この画面を開いてくれたそこのあなたに感謝を。


 第1章 始まり


 ◇ ◇ ◇


 何も無い、白い世界に春人は居た。



 声が聞こえる。自分の声が。



 ――本当は、覚えているんだろう?



 何を......言ってるんだ?



 ――オレ(お前)お前(オレ)だ。覚えていないはずが無いだろう?



 お前は......お前は誰なんだ?



 そう考えた瞬間、目の前に自分の姿が現れる。



『お前はオレだよ。見れば分かるだろう?』



 彼は確かに春人の姿をしていた。が、細部が微妙に異なる。



「お前は......知らない。僕は......お前を知らない」



 彼の髪は毛先が僅かに白く染まっており、一人称が僕ではなく、オレになり、何よりも、目が違った。ギラつく彼の目は、まるで獲物を狙う獣のように鋭い。朝に鏡で見た頼りない自分の姿とは、あまりにもかけ離れている自分の姿。



『全く......オレ(お前)お前(オレ)の中でずっと隠され続けて来たもう一人のお前(オレ)だよ。分かるだろう?』



 認めたくはない。だが、知っている。奴は、春人がずっと心の中で無意識に殺し続けていた、もう一人の春人だ。



『分かるよなぁ? オレがどうして出てきたのか、分からないお前(オレ)じゃあないよなぁ?』



「? どういう事だ?」



『オイオイ、本当に覚えてねーのかよ。ったく......仕方ねぇ、オレが思い出させてやるよ!』



 肩を竦めてそう言うと、もう一人の春人は、春人の頭へと手を伸ばしてくる。

 周りが全て真っ白なため、遠近感がよく分からないが、春人には腕がニューッと伸びて来るように見えた。



 ――ッ!



 咄嗟に頭を捻って躱そうとするが、動かそうとした頭は金具で固定されているかのように、ビクとも動かない。目だけは動かせるようなので、掌が目前まで迫った所で、感じる恐怖が命じるままに目を瞑った。



 ――あ......あぁ......――



 瞬間、溢れ出て来る記憶。記憶の奥深くに隠してあった悪夢の金庫が開かれた。



 ――止めろッ! 止め......アアァァァ!!



 もう二度と思い出したくないと願った、そう願ったはずだったのに。



『ハハッ! 傑作だなぁ!? オイ、大丈夫かぁ!?』



「あぁ......ごめん、ごめん、ミナト......僕は...…ボクは……オレはァァァ!!」



 全ての記憶が解き放たれた時、そこにいたのは、もう以前の春人では無かった。



『どうだ? 生まれ変わった感じは?』



 《オレ》がニヤニヤしながら聞いてくる。だが、こちらの返事など決まっていた。



「あぁ、最高だよ......最高だ!!」



 髪の毛先は白く染まり、目がギラついている、以前の彼からは想像出来ない凶暴な風間春人の姿が、そこに在った。

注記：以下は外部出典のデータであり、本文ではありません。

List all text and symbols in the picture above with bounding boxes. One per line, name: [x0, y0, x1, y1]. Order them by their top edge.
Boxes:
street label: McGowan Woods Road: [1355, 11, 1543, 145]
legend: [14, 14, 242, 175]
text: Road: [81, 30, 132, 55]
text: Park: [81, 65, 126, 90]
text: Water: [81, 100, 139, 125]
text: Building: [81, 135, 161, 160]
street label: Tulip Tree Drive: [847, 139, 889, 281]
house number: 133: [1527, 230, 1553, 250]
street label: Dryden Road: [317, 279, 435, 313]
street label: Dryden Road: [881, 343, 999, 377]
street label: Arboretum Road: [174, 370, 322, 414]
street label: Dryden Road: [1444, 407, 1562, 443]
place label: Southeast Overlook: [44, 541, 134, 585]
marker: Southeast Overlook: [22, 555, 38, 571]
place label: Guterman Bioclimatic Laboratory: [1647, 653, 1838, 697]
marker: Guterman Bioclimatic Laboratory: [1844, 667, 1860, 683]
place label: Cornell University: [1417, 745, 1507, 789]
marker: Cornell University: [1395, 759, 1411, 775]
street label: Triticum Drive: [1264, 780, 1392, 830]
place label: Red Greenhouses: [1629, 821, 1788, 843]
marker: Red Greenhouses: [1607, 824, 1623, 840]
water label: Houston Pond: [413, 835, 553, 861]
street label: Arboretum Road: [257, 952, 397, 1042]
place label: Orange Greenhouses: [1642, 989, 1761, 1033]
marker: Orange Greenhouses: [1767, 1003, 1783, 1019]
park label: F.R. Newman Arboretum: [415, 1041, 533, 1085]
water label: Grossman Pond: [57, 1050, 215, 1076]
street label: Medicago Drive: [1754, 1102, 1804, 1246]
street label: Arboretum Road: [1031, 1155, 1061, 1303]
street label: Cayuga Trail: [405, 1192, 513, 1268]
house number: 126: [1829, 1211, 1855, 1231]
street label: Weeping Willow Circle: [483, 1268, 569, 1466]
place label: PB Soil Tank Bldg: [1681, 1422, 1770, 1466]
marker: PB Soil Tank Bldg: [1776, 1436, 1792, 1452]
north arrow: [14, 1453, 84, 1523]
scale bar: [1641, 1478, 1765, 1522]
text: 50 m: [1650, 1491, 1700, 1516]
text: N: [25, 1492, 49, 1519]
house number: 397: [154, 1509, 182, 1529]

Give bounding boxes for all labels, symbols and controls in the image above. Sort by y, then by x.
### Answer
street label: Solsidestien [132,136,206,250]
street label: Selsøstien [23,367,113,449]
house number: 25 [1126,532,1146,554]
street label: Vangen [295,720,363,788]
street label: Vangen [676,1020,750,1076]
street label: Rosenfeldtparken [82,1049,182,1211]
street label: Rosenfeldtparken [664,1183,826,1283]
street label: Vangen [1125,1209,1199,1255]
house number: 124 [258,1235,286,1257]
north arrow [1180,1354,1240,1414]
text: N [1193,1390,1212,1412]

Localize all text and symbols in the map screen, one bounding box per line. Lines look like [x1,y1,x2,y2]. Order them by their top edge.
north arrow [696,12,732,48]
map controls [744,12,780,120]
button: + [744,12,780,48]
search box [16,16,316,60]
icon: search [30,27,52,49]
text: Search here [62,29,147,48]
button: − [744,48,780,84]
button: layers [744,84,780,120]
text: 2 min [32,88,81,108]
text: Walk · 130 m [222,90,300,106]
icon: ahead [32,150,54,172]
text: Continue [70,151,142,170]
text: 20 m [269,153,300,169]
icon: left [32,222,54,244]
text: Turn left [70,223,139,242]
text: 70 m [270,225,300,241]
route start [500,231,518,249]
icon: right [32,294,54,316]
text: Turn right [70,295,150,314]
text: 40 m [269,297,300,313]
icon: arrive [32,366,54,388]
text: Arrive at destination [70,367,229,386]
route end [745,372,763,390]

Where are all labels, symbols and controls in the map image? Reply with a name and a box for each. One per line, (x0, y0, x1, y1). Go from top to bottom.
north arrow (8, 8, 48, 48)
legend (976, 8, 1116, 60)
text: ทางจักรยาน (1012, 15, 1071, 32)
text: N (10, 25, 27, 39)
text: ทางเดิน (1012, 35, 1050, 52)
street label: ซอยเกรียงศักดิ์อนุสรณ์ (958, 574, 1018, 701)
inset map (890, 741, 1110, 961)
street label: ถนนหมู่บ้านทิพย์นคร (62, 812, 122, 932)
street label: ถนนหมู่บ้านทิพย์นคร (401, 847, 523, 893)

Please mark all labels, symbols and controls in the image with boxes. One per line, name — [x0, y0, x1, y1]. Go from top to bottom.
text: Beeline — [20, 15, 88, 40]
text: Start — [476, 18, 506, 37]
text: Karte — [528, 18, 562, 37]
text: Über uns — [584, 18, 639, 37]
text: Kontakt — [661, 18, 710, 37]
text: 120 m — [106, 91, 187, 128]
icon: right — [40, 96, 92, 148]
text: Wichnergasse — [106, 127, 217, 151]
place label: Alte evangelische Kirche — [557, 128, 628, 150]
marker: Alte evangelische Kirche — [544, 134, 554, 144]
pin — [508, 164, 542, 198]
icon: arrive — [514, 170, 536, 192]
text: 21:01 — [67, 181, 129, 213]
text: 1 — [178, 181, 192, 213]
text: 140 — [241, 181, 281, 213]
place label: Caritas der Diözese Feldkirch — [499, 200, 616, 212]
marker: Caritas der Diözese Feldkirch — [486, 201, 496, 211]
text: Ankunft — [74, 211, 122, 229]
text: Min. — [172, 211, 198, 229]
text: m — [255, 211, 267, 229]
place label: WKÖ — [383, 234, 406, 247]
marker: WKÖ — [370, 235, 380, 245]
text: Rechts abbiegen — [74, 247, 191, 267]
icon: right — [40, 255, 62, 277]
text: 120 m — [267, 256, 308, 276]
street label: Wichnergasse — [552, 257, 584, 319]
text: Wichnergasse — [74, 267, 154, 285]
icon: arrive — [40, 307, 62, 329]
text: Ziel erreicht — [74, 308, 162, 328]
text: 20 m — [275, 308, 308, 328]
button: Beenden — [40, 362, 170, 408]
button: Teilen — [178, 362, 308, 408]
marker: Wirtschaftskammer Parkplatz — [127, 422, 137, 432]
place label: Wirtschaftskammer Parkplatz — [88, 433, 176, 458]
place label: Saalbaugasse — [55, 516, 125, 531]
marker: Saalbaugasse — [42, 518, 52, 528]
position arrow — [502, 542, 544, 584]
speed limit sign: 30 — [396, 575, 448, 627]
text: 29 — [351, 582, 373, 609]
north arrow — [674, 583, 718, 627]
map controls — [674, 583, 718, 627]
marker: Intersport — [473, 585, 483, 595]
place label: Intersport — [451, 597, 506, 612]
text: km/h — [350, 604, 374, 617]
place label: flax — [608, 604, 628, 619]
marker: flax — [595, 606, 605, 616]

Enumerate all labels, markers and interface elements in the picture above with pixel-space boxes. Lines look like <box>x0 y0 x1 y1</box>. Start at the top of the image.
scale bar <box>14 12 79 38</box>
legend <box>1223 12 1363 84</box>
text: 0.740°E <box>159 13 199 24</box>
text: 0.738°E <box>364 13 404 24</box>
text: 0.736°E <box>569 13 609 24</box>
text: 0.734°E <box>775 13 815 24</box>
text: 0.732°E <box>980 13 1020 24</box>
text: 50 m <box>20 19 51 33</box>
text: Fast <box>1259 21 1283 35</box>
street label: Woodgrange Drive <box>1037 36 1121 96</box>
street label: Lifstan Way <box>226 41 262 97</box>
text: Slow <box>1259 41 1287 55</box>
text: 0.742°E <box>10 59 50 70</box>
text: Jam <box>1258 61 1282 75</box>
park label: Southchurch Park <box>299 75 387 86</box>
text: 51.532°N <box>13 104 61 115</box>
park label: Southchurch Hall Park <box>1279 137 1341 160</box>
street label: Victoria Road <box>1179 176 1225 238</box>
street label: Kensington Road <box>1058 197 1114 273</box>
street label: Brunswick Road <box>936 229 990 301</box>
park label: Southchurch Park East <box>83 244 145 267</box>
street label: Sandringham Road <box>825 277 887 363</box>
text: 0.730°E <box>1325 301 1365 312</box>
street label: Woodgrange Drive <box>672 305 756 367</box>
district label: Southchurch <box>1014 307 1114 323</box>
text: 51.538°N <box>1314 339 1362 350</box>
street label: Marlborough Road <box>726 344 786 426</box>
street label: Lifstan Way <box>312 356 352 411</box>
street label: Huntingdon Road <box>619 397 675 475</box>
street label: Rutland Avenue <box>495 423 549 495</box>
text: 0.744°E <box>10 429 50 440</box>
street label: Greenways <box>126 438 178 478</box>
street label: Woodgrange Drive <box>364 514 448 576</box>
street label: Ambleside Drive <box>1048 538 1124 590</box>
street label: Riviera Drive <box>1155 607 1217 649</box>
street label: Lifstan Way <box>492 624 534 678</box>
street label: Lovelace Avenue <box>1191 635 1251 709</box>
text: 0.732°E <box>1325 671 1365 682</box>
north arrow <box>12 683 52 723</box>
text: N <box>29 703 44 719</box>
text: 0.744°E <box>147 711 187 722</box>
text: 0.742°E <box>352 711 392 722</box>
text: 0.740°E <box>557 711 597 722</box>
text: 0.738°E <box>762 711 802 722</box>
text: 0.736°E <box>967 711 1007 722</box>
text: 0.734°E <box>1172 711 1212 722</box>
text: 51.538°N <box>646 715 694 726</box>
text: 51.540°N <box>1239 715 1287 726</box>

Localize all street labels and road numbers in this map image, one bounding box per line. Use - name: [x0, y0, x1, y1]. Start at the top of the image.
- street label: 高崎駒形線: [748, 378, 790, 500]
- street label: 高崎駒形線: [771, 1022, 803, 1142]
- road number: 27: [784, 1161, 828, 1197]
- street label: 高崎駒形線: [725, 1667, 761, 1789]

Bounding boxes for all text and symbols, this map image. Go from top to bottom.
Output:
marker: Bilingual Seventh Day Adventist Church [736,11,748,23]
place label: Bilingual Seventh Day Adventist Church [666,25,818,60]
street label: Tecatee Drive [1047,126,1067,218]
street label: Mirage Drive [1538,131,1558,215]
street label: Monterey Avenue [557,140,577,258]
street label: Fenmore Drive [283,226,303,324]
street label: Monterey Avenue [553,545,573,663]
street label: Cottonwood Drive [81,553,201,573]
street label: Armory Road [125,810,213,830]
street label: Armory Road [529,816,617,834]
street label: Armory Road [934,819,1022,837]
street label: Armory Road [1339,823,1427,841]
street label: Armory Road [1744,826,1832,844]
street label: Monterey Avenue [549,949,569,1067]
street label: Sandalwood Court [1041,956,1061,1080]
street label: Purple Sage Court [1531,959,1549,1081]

『クククッ! お前(オレ)オレ(お前)だ。忘れるなよ? もう、お前(オレ)は以前のお前(オレ)じゃあない』



「そんな事、とっくに分かってるさ」



 ゆっくりと、しかし確実に、もう一人の春人は変貌した春人の下へと近づいて来る。しかし、もう彼の心の中に恐怖は無かった。



 ――受け入れるさ、オレも、過去も。



 遂に目前まで《オレ》が迫った時、不意に彼は口を開いた。



『――でも、お前が求めるなら、オレは僕にも成れるだろうさ』



 思わず瞬きをして、もう一度目の前の《オレ》を凝視する。

 そこには、ありふれた日常の中に居た、以前の《オレ》が居た。



「お前......」



『そういう事だ、お前は僕にもなれる。自分で決めろ。お前は僕で、お前はオレなのだから』



 もう一度瞬きをすれば、また凶暴な姿のオレが居た。



 ――そうか、オレは......



『頑張れよ』



 遂に、もう一人の春人は、春人と重なり......残ったのは先と変わらぬ、変貌した春人の姿だった。しかし、その目は先ほどより、少し和らいだように見える。



「――......そろそろ、起きるか」



 目を開ければ、どんな世界が広がっているのだろう。そこは、多分とても大変な所で、色々苦労するだろうけど......それでも春人は、なんとかなるだろうという、予感とは違う、確信のようなものを感じていた。



ここまで見てくれたそこのあなたに感謝を。